◆ Directions ◆
Where the word "limit" occurs in a line of the listing below, copy that line.

◆ Dataset records ◆

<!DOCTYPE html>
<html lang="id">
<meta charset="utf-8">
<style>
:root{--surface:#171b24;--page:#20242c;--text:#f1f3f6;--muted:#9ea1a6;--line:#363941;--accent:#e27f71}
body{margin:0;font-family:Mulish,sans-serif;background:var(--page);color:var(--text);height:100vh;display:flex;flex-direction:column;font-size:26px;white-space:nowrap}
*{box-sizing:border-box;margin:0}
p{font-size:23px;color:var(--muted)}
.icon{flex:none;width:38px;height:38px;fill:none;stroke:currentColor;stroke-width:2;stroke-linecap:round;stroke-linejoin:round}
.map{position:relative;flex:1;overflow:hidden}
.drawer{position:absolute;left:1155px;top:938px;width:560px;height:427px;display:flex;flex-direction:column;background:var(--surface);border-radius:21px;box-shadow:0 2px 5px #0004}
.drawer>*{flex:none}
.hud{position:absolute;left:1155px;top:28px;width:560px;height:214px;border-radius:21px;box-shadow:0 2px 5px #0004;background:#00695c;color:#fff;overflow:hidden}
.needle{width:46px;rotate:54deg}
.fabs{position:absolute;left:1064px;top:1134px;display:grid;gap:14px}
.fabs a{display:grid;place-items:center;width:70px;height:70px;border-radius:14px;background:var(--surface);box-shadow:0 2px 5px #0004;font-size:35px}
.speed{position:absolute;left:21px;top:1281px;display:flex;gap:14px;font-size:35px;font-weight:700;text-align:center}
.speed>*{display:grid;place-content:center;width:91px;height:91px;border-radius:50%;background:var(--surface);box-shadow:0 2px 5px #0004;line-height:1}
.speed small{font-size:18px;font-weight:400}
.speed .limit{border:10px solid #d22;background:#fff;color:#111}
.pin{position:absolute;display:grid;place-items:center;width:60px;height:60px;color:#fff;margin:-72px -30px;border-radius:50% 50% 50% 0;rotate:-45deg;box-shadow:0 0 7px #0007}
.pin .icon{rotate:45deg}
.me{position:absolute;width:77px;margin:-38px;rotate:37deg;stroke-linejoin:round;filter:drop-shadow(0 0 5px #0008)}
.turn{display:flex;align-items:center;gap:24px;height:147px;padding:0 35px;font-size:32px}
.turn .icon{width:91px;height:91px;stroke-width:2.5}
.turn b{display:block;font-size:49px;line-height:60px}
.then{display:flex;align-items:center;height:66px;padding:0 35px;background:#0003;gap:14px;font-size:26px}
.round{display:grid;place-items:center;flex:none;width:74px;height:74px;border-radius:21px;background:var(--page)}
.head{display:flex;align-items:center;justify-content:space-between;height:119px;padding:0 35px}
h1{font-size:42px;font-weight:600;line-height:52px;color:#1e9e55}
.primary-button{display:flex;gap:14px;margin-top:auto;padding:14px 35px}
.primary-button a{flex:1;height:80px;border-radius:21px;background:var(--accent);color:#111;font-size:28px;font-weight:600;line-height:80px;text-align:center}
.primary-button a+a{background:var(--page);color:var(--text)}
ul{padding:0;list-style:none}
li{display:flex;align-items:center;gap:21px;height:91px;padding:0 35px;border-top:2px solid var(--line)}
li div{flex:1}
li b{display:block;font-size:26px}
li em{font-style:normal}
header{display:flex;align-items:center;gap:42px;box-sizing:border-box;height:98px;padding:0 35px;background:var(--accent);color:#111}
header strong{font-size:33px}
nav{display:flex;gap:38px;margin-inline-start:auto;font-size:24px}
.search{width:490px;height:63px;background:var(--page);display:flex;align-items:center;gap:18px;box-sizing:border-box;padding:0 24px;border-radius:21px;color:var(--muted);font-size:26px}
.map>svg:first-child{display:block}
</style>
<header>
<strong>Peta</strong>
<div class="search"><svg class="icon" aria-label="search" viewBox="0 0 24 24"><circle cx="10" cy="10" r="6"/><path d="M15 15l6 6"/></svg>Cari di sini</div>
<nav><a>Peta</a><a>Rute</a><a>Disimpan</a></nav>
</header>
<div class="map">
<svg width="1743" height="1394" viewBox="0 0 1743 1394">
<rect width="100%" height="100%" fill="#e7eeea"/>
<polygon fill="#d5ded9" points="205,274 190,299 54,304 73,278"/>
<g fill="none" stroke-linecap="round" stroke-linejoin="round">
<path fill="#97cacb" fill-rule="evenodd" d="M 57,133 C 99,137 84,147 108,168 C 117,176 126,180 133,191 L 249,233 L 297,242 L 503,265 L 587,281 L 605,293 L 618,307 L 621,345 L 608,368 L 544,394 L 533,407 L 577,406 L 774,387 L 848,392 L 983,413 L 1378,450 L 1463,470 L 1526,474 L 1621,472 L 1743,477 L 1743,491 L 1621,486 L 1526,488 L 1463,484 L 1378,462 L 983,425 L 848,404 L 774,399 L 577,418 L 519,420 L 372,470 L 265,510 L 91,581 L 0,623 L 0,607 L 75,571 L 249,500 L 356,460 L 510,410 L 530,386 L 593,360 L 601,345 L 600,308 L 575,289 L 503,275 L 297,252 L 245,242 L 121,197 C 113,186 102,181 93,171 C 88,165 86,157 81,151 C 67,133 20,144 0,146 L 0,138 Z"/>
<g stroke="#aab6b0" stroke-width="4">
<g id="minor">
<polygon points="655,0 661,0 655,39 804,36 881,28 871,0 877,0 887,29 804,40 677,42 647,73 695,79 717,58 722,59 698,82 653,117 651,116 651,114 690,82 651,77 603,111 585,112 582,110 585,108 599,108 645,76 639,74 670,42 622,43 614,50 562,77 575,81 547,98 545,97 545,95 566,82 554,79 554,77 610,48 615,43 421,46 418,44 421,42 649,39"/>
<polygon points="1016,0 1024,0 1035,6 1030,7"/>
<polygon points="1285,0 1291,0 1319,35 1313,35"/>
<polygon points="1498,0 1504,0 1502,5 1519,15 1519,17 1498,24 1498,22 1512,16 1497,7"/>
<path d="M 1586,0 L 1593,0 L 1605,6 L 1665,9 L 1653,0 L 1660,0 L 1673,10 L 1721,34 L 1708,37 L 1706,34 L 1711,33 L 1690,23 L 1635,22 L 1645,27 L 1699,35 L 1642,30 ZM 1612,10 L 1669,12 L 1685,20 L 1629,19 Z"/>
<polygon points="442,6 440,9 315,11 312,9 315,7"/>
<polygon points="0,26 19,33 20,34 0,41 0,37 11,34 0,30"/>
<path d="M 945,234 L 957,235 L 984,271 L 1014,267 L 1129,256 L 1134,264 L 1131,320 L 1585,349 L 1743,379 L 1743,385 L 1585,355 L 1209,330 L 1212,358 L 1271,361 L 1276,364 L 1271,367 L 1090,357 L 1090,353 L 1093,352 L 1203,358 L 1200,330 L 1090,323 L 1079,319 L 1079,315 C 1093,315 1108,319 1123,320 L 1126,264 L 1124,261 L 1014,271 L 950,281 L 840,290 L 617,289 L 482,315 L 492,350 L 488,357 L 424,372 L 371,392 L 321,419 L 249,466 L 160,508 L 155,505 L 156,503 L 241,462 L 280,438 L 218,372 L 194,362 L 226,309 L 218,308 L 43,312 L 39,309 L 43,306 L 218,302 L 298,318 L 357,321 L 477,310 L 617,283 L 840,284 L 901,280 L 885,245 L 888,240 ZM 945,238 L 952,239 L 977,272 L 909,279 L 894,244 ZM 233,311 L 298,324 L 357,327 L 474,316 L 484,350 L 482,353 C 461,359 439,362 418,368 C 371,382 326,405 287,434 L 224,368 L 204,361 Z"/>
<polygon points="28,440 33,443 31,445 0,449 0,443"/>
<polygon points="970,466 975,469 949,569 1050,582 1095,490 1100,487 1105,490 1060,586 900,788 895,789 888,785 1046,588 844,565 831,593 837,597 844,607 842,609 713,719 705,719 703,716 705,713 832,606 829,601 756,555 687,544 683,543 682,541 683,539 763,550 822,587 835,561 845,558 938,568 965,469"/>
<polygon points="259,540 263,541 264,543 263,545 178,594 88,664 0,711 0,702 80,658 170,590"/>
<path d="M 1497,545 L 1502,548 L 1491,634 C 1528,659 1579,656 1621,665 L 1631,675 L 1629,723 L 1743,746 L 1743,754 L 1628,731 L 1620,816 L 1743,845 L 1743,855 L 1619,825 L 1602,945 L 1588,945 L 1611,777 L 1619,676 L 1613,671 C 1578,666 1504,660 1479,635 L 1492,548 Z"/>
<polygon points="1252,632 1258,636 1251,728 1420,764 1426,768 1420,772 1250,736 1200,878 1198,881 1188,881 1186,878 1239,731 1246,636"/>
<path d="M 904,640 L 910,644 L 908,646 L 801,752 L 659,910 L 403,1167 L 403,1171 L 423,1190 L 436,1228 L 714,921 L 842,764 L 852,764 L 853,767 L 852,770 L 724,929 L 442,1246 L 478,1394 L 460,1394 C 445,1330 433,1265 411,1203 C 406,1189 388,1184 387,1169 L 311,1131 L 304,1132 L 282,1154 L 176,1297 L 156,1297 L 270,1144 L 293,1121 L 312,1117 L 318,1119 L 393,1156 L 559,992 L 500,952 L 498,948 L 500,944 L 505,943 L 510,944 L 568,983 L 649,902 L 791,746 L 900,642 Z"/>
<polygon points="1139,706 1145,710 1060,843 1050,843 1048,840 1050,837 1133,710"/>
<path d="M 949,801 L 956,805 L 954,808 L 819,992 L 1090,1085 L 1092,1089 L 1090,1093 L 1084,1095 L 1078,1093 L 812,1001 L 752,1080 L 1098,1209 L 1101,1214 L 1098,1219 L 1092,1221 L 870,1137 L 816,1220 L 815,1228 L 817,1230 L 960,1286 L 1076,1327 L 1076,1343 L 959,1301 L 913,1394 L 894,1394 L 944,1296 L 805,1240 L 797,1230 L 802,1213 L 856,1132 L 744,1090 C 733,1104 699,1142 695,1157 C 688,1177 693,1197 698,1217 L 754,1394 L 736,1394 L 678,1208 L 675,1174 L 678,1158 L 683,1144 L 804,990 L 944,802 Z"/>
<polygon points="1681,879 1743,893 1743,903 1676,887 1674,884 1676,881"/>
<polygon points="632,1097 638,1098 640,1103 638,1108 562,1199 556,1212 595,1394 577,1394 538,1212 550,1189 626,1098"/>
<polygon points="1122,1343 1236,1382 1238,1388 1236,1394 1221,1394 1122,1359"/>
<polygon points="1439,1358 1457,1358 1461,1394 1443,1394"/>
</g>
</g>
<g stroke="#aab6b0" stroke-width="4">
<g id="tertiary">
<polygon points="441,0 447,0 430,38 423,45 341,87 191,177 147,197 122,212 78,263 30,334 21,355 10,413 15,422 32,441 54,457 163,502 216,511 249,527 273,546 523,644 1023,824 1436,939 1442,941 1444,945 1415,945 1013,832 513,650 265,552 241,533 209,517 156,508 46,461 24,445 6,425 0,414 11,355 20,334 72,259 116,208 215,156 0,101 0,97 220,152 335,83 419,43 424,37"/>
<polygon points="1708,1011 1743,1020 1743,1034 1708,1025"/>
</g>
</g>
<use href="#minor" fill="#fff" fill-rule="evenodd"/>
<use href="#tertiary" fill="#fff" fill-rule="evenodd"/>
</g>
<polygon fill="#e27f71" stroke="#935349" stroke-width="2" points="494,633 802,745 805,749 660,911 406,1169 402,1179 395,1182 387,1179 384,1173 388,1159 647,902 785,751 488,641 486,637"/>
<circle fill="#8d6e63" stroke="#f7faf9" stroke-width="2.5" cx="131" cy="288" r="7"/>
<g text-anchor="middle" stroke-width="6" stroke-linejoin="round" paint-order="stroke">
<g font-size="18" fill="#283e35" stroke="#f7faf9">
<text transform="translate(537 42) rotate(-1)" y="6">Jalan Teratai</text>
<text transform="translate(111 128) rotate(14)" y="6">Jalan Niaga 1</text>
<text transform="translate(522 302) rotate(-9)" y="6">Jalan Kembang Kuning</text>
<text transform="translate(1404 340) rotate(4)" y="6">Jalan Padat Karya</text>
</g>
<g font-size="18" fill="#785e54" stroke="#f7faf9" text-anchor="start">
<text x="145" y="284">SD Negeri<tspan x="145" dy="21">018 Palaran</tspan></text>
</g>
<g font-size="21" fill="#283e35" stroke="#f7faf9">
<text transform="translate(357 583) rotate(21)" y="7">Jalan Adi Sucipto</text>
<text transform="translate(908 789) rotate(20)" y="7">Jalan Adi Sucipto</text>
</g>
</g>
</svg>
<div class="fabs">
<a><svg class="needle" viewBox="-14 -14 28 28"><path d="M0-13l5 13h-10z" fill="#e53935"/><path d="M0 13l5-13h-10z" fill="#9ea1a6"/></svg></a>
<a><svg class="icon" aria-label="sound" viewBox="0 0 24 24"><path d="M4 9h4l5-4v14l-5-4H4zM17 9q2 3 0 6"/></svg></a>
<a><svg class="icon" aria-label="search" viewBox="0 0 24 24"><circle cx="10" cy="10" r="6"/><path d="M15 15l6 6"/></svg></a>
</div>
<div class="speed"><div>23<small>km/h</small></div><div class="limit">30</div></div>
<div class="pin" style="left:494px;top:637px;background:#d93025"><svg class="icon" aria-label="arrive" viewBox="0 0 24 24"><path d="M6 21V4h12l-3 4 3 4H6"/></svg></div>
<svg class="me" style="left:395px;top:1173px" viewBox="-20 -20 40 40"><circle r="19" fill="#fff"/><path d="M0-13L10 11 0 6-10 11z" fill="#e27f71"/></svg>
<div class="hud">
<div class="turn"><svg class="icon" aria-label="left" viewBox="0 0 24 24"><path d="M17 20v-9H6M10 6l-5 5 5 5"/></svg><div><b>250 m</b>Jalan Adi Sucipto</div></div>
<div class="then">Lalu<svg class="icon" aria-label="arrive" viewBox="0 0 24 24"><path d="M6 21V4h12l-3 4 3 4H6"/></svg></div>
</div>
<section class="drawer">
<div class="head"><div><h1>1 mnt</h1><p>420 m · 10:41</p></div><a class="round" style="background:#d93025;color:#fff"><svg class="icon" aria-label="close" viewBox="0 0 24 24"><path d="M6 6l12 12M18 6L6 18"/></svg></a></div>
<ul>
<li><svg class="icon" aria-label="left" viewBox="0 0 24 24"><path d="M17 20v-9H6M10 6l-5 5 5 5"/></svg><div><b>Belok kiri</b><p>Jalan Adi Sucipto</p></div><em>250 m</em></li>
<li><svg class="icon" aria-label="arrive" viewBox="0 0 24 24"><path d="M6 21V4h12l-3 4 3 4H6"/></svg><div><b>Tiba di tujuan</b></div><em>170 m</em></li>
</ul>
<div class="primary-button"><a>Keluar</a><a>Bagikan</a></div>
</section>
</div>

◆ Result ◆
.speed .limit{border:10px solid #d22;background:#fff;color:#111}
<div class="speed"><div>23<small>km/h</small></div><div class="limit">30</div></div>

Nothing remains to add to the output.